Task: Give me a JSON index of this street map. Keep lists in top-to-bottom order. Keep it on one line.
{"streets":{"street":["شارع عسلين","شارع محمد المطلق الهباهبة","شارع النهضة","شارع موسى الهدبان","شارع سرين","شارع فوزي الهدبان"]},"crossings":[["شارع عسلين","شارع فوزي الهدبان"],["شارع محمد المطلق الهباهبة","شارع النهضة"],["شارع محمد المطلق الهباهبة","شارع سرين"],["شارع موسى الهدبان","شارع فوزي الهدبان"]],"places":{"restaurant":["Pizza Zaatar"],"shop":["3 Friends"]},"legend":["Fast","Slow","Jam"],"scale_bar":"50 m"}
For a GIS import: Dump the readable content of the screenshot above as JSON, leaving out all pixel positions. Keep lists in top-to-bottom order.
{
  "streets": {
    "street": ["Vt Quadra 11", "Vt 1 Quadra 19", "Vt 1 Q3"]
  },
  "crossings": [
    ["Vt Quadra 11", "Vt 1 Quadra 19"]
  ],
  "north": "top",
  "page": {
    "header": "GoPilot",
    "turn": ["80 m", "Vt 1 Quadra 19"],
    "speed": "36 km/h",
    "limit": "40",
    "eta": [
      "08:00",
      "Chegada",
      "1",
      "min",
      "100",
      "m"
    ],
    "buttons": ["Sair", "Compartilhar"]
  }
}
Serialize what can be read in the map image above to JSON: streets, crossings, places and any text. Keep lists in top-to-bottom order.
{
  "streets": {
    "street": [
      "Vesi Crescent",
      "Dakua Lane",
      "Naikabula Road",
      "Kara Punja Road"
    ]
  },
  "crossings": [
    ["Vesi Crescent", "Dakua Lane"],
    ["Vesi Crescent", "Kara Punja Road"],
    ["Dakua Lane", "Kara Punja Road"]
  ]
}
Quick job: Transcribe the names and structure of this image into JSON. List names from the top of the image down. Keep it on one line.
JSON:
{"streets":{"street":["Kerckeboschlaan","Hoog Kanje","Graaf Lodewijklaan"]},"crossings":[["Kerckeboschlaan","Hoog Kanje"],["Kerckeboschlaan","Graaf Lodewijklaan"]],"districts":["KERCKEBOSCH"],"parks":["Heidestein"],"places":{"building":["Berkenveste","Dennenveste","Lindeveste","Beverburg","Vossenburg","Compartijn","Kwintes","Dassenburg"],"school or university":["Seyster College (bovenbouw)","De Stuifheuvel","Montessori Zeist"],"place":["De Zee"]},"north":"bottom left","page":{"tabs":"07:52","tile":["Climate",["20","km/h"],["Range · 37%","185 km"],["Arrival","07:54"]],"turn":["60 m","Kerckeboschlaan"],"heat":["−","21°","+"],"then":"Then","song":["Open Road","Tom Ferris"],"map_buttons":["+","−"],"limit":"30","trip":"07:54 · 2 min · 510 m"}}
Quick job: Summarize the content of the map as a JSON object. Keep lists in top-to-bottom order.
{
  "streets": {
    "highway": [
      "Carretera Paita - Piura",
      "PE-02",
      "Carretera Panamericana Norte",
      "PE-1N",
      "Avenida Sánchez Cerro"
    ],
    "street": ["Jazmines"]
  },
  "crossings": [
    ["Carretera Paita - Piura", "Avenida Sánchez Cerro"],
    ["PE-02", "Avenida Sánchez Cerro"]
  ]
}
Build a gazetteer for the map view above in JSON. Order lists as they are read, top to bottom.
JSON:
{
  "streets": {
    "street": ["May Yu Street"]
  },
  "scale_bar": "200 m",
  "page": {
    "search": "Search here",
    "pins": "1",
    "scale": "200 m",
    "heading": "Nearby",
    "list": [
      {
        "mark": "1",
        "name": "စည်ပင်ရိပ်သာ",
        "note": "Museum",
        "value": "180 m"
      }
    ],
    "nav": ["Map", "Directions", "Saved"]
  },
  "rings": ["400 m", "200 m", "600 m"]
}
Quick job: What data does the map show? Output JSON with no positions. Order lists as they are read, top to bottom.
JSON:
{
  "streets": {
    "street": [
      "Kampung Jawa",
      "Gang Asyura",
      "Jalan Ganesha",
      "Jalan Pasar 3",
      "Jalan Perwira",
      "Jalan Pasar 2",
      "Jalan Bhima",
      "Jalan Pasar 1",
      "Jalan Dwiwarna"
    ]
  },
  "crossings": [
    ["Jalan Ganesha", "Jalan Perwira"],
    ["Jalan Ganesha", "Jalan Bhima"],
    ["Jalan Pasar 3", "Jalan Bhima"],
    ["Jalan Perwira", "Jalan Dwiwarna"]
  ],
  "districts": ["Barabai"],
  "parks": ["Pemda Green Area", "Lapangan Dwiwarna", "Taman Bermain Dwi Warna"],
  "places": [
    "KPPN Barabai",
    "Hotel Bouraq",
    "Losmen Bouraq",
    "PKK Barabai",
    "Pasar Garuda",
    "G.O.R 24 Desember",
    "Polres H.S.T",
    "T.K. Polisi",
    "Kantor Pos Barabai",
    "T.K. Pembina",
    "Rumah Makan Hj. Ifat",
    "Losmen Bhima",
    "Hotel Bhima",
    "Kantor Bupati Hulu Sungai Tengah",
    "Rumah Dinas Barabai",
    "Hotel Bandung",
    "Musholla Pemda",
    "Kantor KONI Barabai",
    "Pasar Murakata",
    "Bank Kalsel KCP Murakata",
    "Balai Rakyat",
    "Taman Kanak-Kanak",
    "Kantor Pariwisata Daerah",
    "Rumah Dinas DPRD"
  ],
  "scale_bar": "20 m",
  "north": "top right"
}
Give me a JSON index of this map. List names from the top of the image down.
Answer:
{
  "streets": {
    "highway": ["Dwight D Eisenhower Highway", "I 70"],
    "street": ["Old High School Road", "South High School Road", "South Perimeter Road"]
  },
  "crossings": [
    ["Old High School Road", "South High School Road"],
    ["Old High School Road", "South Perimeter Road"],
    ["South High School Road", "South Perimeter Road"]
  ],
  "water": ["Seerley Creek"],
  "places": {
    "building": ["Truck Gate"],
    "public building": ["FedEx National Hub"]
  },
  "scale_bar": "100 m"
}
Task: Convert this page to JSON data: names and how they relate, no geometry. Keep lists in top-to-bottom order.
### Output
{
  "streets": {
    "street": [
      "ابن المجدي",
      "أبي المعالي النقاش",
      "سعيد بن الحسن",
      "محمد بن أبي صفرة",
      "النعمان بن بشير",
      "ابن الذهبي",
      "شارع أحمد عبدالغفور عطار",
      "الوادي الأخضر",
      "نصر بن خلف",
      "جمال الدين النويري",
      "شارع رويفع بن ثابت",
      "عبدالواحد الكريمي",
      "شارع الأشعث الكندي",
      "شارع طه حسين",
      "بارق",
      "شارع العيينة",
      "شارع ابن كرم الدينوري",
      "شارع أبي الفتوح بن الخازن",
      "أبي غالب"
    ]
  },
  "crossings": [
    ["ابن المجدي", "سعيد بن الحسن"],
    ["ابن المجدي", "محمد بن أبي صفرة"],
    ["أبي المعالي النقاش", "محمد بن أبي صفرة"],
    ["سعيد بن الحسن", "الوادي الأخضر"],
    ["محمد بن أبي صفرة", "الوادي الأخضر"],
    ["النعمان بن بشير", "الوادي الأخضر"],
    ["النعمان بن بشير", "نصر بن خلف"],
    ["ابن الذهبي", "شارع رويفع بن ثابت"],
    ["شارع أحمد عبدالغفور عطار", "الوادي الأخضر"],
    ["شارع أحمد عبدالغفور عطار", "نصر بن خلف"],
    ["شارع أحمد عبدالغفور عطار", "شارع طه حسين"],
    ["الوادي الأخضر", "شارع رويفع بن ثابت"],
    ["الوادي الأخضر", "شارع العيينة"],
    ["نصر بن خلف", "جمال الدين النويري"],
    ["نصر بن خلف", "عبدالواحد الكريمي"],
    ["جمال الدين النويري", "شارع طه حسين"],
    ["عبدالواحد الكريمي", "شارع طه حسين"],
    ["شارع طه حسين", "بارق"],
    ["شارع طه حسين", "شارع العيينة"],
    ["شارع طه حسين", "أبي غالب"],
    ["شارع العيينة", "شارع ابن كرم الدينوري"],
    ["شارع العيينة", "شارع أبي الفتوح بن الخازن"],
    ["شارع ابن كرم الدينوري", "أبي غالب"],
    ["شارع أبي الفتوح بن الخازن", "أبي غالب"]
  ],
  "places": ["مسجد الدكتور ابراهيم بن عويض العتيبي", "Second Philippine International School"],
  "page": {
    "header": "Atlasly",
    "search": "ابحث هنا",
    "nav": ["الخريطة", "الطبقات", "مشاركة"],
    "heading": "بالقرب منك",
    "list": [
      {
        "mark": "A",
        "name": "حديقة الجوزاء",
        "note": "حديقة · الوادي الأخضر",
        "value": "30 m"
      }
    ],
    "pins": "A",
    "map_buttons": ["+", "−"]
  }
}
-------------------------
### [Task to complete]
Copy out each line of the records that holds the string "Murakata".

### [Answer space]
    "Pasar Murakata",
    "Bank Kalsel KCP Murakata",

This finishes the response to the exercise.